*** Data for the task ***

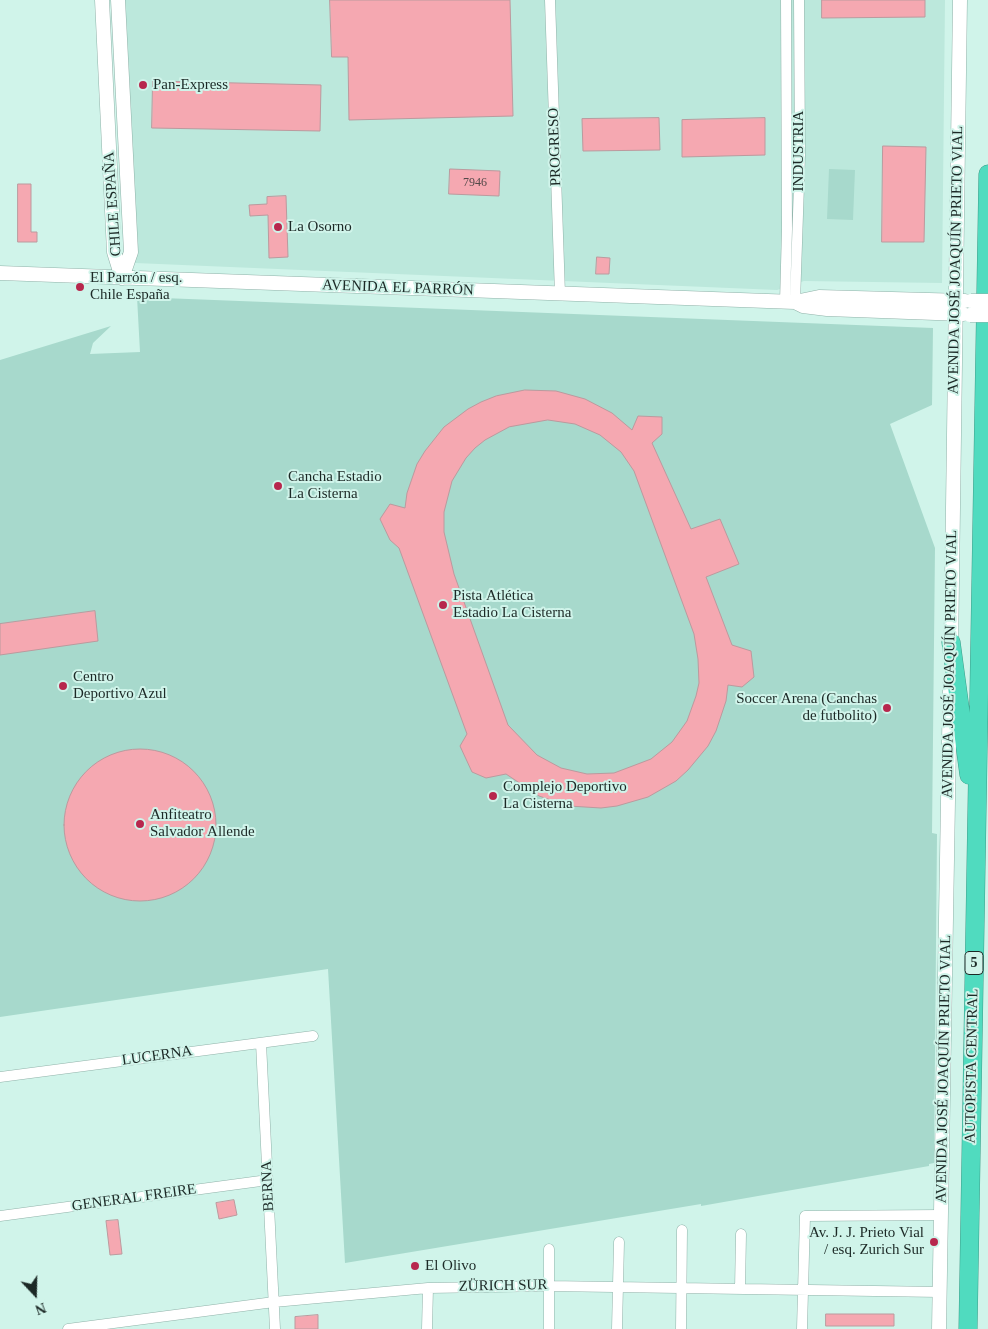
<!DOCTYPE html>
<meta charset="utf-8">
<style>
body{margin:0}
#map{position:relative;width:988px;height:1329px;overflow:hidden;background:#d0f4ea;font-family:Georgia,serif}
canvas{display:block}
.north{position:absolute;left:10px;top:1269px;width:50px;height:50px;-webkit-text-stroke:4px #d0f4ea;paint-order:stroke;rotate:159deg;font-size:14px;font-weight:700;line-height:20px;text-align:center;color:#1c2926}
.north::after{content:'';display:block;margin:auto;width:18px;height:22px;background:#1c2926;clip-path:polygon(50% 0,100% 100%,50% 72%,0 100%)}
</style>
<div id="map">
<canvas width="988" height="1329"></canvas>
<div class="north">N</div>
</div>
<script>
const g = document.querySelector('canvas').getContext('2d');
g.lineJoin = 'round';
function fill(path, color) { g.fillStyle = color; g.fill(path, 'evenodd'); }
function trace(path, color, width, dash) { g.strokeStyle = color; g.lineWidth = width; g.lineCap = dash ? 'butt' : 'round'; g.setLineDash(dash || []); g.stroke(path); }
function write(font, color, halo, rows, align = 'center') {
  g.font = font + ' Georgia,serif'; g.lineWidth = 4; g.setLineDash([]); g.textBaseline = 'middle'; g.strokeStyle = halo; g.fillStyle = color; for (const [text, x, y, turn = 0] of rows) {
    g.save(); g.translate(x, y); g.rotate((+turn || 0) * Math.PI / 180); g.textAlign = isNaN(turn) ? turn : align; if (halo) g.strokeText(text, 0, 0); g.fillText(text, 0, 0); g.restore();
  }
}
fill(new Path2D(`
 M123,0H945L942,283L804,281L777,290L135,263Z`), '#bce8dc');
fill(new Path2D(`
 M829,169L855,170L853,220L827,219Z
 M137,297L933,328L932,405L890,424L935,548L932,833L937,834L934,1163L929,1164V1166L701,1206V1204L345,1263L328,969L0,1017V360L111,326L93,343L90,354L140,352Z`), '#a7d9cc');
const building = new Path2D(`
 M330,0H510L513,116L349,120L348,57H332Z
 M822,0H925V17L822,18Z
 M153,81L321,85L320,131L152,128Z
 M659,118L660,150L583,151L582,119Z
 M765,118V155L682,157V120Z
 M883,146L926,147L924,242H882Z
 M450,169L500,171L499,196L449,194Z
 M18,184H31V232H37V242H18Z
 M286,196L288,257L269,258L268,215L250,216L249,205L267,204V197Z
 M597,257L610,258L609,274H596Z
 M525,390L556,391L585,399L612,413L632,430L638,416L662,417V434L652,443L691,529L720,519L739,564L706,577L732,645L751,651L754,677L742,687L728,685L726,701L716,731L708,746L688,770L676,781L648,797L617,806L601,808L569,806L539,796L506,774L486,778L472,772L460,746L467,734L399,548L390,540L380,519L390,504L405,508L407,493L417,464L425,451L444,427L468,409L481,402L496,396ZM548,420L575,424L600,435L621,452L634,471L694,634L698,659L699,683L696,696L687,721L672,742L651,759L614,773L587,774L561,768L537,755L508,725L454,574L444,532V512L452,481L466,458L475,448L485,440L509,427Z
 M95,611L98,641L0,655V624Z
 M64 825a76 76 0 1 1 152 0a76 76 0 1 1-152 0Z
 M234,1200L237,1215L219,1219L216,1203Z
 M118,1220L122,1254L110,1255L106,1221Z
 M826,1314H894V1326H826Z
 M318,1315V1329H295V1317Z`);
fill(building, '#f5a8b1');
trace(building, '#bb9a9e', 1);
const street = new Path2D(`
 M550,0L560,294
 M785,302L787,229L786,0
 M795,302L800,155L799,0
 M261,1043L275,1329
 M0,1077L313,1036
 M0,1216L268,1180
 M549,1249V1329
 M740,1289L741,1234
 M68,1329L274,1302L428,1288L549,1286L940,1292
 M427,1329L428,1288
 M617,1329L619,1242
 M681,1329L682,1230
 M802,1329L805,1216L941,1215`);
const secondary = new Path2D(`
 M102,0L114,252L122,278
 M118,0L131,252L122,278
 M0,273L795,302L819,297L965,301
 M795,302L803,306L827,309L963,314
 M951,652L960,0
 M939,1329L950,683`);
const highway = new Path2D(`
 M951,642L969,775
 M968,1329L988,174`);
trace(street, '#90b2a9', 11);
trace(secondary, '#90b2a9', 15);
trace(highway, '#3e9d89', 19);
trace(street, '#fff', 10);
trace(secondary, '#fff', 14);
trace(highway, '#50dbbf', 18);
const secondaryBridge = new Path2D(`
 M971,301H988
 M970,315H988`);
trace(secondaryBridge, '#90b2a9', 15, []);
trace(secondaryBridge, '#fff', 14);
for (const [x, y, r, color] of [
 [143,85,5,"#b7274d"],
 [278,227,5,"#b7274d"],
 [80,287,5,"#b7274d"],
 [278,486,5,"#b7274d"],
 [443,605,5,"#b7274d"],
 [63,686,5,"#b7274d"],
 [887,708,5,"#b7274d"],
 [493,796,5,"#b7274d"],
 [140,824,5,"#b7274d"],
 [934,1242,5,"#b7274d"],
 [415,1266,5,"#b7274d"]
]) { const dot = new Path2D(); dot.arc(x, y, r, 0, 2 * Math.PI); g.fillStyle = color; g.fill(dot); trace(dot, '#d0f4ea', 2); }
write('12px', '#524949', null, [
 ["7946",475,183]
]);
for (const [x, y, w] of [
 [974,963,18]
]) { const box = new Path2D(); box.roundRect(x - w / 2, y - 11.5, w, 23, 4); g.fillStyle = '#d0f4ea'; g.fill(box); trace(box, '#1c2926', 1); }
write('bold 14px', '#1c2926', null, [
 ["5",974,963]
]);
write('15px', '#1c2926', '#d0f4ea', [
 ["Pan-Express",153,85],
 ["La Osorno",288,227],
 ["El Parrón / esq.",90,278],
 ["Chile España",90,295],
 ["Cancha Estadio",288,477],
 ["La Cisterna",288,494],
 ["Pista Atlética",453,596],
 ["Estadio La Cisterna",453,613],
 ["Centro",73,677],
 ["Deportivo Azul",73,694],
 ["Soccer Arena (Canchas",877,699,"right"],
 ["de futbolito)",877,716,"right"],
 ["Complejo Deportivo",503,787],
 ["La Cisterna",503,804],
 ["Anfiteatro",150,815],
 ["Salvador Allende",150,832],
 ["Av. J. J. Prieto Vial",924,1233,"right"],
 ["/ esq. Zurich Sur",924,1250,"right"],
 ["El Olivo",425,1266]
], 'left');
write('15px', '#1c2926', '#d0f4ea', [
 ["PROGRESO",555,147,-92],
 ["INDUSTRIA",799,151,-90],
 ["CHILE ESPAÑA",113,204,-94],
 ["AVENIDA JOSÉ JOAQUÍN PRIETO VIAL",956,260,-89],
 ["AVENIDA EL PARRÓN",398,288,2],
 ["AVENIDA JOSÉ JOAQUÍN PRIETO VIAL",950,664,-89],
 ["LUCERNA",157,1056,-8],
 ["AUTOPISTA CENTRAL",972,1066,-89],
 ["AVENIDA JOSÉ JOAQUÍN PRIETO VIAL",944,1069,-89],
 ["BERNA",268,1186,-93],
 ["GENERAL FREIRE",134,1198,-8],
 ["ZÜRICH SUR",503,1286,-1]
]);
</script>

***

■ Work item ■
Working through the records, find each line containing the word "turn" and copy it.

■ Exercise answer ■
  g.font = font + ' Georgia,serif'; g.lineWidth = 4; g.setLineDash([]); g.textBaseline = 'middle'; g.strokeStyle = halo; g.fillStyle = color; for (const [text, x, y, turn = 0] of rows) {
    g.save(); g.translate(x, y); g.rotate((+turn || 0) * Math.PI / 180); g.textAlign = isNaN(turn) ? turn : align; if (halo) g.strokeText(text, 0, 0); g.fillText(text, 0, 0); g.restore();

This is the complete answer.